Below are several records. Retype exactly those lines running from the one with "Map reading. Extract" through the one with "Map reading. Dump the readable content of the", end lines included, and no others.

**AVAILABLE DATA:**
# # # #

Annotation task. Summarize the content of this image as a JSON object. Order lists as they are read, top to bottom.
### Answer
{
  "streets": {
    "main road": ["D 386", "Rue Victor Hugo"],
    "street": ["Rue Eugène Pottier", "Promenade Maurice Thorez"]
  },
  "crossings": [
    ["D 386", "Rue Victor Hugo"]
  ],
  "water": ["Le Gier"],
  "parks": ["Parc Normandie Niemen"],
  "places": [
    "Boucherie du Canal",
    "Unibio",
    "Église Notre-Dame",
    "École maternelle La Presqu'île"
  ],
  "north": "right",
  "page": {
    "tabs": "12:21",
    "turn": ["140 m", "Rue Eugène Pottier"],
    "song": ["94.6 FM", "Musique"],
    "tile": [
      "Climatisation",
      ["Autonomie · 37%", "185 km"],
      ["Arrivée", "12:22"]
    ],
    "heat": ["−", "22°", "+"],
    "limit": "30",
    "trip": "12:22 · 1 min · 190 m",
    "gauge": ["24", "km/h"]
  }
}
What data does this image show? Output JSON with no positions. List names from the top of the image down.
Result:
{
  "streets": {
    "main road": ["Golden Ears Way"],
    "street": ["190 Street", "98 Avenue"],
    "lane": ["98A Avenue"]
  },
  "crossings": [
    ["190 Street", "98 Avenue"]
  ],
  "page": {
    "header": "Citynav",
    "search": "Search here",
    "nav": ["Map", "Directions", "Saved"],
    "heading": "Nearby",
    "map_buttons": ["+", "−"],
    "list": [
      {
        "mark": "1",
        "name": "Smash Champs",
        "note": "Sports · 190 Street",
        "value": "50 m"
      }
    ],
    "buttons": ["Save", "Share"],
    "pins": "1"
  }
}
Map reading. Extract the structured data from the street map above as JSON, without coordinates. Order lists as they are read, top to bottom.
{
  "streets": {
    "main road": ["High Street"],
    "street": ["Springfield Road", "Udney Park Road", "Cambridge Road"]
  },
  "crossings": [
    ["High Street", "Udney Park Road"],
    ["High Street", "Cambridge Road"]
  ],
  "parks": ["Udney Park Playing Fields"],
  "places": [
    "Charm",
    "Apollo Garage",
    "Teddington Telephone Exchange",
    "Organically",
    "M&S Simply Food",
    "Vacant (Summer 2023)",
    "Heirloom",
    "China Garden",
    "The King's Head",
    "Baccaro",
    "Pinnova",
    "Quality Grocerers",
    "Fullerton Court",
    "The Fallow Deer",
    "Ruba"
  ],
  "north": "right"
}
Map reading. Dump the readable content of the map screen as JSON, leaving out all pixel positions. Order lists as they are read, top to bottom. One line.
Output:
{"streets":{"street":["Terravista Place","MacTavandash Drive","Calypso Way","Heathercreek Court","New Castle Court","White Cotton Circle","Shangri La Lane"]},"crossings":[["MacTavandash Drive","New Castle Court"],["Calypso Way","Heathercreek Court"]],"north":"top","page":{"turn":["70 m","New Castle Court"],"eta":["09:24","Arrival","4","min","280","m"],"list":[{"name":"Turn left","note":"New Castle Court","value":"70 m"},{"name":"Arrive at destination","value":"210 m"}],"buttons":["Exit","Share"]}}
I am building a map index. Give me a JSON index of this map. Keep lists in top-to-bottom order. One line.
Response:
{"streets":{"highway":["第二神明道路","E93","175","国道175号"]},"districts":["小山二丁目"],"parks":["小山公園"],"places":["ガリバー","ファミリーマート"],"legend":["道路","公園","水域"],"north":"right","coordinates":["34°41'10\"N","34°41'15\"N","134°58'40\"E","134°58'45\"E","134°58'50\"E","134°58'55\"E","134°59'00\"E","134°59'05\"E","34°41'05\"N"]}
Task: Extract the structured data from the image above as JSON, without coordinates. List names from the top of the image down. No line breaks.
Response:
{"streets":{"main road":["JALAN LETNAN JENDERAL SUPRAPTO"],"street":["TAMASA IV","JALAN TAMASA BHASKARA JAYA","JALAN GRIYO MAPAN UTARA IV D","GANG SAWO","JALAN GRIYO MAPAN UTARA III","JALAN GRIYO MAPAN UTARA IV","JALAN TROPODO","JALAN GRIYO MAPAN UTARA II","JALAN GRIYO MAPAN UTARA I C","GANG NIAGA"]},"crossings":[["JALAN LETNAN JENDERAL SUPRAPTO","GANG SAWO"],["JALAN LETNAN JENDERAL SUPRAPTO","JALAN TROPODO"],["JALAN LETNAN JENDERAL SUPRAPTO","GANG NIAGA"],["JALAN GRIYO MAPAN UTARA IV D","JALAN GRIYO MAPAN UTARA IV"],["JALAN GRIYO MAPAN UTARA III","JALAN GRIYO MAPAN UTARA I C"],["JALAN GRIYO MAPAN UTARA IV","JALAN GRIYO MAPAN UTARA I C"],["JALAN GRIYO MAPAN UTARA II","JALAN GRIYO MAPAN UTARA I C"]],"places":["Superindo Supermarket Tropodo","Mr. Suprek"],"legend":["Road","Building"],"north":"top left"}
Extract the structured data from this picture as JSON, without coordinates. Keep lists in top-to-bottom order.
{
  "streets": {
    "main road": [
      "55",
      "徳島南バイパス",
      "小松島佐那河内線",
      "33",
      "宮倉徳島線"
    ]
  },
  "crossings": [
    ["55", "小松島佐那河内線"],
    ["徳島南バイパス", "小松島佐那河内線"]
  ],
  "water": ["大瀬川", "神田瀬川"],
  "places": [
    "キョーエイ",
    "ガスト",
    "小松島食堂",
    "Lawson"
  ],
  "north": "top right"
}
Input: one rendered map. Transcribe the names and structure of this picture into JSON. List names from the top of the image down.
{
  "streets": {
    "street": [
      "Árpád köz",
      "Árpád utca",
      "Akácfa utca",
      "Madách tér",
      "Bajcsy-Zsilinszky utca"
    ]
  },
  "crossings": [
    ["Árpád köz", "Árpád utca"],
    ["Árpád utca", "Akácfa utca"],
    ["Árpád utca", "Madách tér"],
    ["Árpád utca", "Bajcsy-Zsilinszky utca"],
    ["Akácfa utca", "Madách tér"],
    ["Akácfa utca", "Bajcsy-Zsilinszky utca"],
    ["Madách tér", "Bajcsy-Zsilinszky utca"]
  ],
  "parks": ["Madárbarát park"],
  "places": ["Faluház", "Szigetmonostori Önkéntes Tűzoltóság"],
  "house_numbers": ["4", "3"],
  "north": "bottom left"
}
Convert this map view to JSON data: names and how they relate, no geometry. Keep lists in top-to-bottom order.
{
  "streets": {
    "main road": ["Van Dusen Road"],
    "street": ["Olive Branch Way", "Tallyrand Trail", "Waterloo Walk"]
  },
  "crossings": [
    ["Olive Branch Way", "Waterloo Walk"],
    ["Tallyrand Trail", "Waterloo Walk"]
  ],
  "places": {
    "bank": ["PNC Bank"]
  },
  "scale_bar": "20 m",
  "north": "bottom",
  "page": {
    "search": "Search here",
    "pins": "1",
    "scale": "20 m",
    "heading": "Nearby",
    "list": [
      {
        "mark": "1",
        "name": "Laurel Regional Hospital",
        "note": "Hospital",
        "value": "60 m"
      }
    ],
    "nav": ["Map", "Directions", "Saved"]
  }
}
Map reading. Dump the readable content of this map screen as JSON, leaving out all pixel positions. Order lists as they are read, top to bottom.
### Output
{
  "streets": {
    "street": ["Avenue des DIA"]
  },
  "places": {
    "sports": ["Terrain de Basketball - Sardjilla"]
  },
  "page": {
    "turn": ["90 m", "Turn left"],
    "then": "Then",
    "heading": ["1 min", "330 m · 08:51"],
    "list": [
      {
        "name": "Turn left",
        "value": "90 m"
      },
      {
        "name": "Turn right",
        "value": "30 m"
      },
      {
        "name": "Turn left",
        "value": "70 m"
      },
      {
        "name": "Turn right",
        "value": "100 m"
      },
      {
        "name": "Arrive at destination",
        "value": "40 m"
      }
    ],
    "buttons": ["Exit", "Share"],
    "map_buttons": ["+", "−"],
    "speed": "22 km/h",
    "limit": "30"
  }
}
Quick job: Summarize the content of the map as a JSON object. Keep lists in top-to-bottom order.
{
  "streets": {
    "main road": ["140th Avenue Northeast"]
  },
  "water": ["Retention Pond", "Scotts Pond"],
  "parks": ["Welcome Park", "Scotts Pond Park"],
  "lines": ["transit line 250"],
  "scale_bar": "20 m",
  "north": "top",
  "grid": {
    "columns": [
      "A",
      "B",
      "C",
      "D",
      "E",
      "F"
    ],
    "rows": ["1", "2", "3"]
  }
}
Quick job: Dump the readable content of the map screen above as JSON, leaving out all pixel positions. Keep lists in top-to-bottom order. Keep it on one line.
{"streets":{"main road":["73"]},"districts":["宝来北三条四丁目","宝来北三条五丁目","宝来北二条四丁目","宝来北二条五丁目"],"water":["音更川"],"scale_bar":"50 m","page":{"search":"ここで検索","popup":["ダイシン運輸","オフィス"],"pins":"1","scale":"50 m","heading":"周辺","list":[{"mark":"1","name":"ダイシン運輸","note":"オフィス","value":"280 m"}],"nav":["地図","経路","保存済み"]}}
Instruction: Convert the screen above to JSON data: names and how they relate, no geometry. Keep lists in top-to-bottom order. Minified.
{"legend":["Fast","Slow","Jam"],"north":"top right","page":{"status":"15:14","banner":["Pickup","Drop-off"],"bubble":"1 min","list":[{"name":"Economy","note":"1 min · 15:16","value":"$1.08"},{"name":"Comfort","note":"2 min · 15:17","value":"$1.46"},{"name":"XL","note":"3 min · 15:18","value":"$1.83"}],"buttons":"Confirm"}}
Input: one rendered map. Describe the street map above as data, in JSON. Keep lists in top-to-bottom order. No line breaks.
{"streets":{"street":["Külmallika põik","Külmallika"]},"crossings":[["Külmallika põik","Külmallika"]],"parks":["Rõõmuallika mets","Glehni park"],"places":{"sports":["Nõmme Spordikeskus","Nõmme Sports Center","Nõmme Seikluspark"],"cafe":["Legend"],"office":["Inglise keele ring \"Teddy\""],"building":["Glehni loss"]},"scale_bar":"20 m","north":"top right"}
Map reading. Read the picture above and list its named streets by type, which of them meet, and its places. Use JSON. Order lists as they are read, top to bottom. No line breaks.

# # # #

**ANSWER TO THIS TASK:**
Map reading. Extract the structured data from the street map above as JSON, without coordinates. Order lists as they are read, top to bottom.
{
  "streets": {
    "main road": ["High Street"],
    "street": ["Springfield Road", "Udney Park Road", "Cambridge Road"]
  },
  "crossings": [
    ["High Street", "Udney Park Road"],
    ["High Street", "Cambridge Road"]
  ],
  "parks": ["Udney Park Playing Fields"],
  "places": [
    "Charm",
    "Apollo Garage",
    "Teddington Telephone Exchange",
    "Organically",
    "M&S Simply Food",
    "Vacant (Summer 2023)",
    "Heirloom",
    "China Garden",
    "The King's Head",
    "Baccaro",
    "Pinnova",
    "Quality Grocerers",
    "Fullerton Court",
    "The Fallow Deer",
    "Ruba"
  ],
  "north": "right"
}
Map reading. Dump the readable content of the map screen as JSON, leaving out all pixel positions. Order lists as they are read, top to bottom. One line.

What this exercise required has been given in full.